The European Union, now that it has upset the stability of the region
and caused massive dislocation of the economy, is talking - somewhat
hypocritically - about full-speed-ahead reconstruction of democracy,
security and prosperity in the Balkans. The "stability pact"
established under its aegis speaks of integration via a new kind of
contractual relationship (8). In other words, the EU is staying in the
wings. Only Albania and Macedonia have been offered stabilisation and
association agreements - though these fall apart when one looks at the
European agreements signed by the countries of central Europe.
We cannot talk about a new Marshall plan. This is more a hierarchical
grouping of states decided on by the EU, where countries find greater
or lesser favour depending on how they align themselves with Western
economic and security interests. Rebel states, like Milosevic's
Yugoslavia, will be left out of this new deal. The pact is basically
designed to introduce market mechanisms wherever possible, and it is a
fair bet that many of the Balkan states are going to find this kind of
reconstruction just as painful as the war.

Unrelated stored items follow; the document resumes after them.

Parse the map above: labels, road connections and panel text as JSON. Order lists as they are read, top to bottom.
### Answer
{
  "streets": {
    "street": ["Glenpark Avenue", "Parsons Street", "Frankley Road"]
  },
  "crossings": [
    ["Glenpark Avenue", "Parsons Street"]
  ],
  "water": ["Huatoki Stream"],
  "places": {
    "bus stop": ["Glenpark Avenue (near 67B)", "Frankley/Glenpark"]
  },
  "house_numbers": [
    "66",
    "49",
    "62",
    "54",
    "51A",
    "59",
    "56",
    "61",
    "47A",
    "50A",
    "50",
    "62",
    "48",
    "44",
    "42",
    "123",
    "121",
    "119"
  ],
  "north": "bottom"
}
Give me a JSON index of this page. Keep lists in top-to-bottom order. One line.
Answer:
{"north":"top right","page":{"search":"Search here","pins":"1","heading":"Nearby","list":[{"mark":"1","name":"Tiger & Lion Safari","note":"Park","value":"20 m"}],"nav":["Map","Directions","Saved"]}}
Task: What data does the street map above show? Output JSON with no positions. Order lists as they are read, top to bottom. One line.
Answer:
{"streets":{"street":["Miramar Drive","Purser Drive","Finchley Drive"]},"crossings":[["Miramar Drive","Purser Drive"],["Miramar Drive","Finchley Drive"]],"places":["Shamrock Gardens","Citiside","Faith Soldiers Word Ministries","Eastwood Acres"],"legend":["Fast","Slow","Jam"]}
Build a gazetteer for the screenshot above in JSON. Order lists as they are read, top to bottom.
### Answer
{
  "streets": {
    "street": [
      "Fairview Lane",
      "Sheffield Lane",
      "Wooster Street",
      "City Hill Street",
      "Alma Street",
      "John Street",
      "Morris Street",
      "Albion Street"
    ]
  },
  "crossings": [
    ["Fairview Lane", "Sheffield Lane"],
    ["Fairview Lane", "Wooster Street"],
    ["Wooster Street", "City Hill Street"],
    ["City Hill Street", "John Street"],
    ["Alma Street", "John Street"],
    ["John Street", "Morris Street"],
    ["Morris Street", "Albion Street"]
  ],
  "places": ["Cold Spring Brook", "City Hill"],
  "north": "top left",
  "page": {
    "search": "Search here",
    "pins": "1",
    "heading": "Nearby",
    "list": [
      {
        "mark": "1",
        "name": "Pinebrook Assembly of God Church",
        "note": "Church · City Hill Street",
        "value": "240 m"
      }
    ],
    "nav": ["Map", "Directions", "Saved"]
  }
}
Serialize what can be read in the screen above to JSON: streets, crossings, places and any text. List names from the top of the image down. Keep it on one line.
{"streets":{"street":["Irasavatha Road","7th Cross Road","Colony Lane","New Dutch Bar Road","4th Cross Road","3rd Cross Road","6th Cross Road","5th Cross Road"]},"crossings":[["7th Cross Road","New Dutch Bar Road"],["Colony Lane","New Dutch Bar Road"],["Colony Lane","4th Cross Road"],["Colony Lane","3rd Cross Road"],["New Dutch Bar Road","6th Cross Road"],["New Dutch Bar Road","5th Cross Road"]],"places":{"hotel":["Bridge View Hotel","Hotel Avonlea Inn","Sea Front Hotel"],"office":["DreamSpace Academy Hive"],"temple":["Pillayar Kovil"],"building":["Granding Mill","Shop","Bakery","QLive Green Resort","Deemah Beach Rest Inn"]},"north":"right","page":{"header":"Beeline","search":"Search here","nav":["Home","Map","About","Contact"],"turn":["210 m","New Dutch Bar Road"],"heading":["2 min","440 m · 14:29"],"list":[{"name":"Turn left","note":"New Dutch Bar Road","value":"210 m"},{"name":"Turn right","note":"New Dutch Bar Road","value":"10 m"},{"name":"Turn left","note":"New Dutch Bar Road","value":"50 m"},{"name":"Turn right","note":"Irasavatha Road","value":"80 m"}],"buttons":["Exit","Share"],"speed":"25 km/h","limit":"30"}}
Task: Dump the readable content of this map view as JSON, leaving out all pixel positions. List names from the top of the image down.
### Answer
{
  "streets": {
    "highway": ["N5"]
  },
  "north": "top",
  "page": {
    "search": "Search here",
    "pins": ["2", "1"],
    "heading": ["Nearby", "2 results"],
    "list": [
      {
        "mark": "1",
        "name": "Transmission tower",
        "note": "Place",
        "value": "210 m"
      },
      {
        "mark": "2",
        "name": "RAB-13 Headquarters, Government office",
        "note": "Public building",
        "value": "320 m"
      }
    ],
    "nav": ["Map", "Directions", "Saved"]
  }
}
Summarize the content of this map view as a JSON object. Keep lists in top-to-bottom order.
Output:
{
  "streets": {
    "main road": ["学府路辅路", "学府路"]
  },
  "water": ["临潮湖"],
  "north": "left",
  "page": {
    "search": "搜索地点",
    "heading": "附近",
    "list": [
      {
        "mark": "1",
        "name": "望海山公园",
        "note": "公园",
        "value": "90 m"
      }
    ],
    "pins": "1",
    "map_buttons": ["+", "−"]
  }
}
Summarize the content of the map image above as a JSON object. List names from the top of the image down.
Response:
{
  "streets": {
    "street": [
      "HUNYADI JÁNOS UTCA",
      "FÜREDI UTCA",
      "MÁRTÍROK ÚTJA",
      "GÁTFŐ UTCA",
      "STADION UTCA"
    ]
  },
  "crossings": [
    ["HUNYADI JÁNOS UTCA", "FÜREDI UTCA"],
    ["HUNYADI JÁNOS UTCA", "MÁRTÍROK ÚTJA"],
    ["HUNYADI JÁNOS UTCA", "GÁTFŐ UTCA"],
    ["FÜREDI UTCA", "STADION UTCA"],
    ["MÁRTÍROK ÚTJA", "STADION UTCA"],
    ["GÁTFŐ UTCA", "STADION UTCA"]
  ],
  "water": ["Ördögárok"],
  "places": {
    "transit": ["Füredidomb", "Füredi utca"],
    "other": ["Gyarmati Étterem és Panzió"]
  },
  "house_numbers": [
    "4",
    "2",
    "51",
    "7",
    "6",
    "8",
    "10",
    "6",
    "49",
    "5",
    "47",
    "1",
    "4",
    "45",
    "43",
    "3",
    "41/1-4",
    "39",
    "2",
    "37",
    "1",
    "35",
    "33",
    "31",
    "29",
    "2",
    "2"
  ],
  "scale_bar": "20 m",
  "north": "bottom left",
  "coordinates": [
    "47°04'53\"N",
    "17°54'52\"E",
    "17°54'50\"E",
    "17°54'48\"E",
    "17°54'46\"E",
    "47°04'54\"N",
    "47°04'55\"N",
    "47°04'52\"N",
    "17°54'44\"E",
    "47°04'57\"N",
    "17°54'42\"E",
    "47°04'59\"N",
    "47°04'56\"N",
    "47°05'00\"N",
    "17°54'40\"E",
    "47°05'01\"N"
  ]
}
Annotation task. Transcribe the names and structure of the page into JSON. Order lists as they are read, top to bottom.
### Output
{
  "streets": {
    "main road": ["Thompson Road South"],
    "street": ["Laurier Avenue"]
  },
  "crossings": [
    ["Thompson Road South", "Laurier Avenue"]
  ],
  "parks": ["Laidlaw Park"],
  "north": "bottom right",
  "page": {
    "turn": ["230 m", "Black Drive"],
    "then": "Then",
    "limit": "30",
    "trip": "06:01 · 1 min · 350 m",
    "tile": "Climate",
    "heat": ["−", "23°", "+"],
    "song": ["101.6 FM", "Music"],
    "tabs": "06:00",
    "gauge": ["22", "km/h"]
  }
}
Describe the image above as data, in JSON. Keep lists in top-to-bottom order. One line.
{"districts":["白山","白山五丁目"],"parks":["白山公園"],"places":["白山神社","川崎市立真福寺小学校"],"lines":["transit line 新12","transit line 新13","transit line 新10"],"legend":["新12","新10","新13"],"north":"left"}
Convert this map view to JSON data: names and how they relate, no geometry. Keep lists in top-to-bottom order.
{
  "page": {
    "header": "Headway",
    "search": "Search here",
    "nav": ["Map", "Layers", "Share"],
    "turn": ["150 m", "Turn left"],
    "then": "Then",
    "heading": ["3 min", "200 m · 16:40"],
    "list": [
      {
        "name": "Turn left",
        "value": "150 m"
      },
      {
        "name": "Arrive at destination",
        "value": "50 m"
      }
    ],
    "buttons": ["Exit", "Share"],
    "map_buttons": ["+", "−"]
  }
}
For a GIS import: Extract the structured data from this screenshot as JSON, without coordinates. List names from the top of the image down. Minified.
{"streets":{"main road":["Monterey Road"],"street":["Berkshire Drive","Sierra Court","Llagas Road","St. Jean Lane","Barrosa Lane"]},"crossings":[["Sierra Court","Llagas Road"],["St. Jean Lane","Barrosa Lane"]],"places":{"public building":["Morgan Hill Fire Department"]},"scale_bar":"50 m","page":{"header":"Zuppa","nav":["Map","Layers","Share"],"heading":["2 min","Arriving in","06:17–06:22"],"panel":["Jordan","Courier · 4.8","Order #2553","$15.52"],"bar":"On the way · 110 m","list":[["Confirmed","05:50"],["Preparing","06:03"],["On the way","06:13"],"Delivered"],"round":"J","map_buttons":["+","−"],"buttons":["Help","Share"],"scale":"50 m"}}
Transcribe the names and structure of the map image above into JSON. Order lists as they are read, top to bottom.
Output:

The war will certainly help Nato reposition itself, and indeed rearm
itself for the 21st century. It will have brought the Yugoslav
republic to its knees, sown the seeds of future regional conflicts,
and opened up for the colonial governments that will be succeeding
each other in Kosovo a future that can be counted in decades. The
Trojan horse of a fake Marshall plan fits in with Western interests.
The only outcome will be nationalist backlashes, and in the long run
democracy and peace will have been sacrificed on the altar of
"humanitarian intervention". As Tacitus put it, "They made a
wilderness and call it peace".
(1) See David Chandler: Faking Democracy after Dayton, Pluto Press,
London, 1999
(2) Quoted in the Financial Times, London, 26 May 1999.
(3) This power to dismiss properly-elected persons was illustrated in
March 1999 when the UN representative Carlos Westendorp evicted the
republic's president, Nicola Poplasen, because the latter had himself
sacked the prime minister, Milorad Dodik.
(4) David Chandler, op. cit.
(5) See Peter Gowan, "The Nato Power and the Balkan Tragedy", New Left
Review No 234, March-April 1999, pp. 83-105
(6) See Guy Dinmore, "Belgrade may still secure a better deal",
Financial Times, 5 June 1999.
(7) The European Commission has put the cost of reconstruction in
Kosovo at between $2-3_ m dollars. See Charles Pretzlik, "UK plans
company task force", Financial Times, 5 June 1999.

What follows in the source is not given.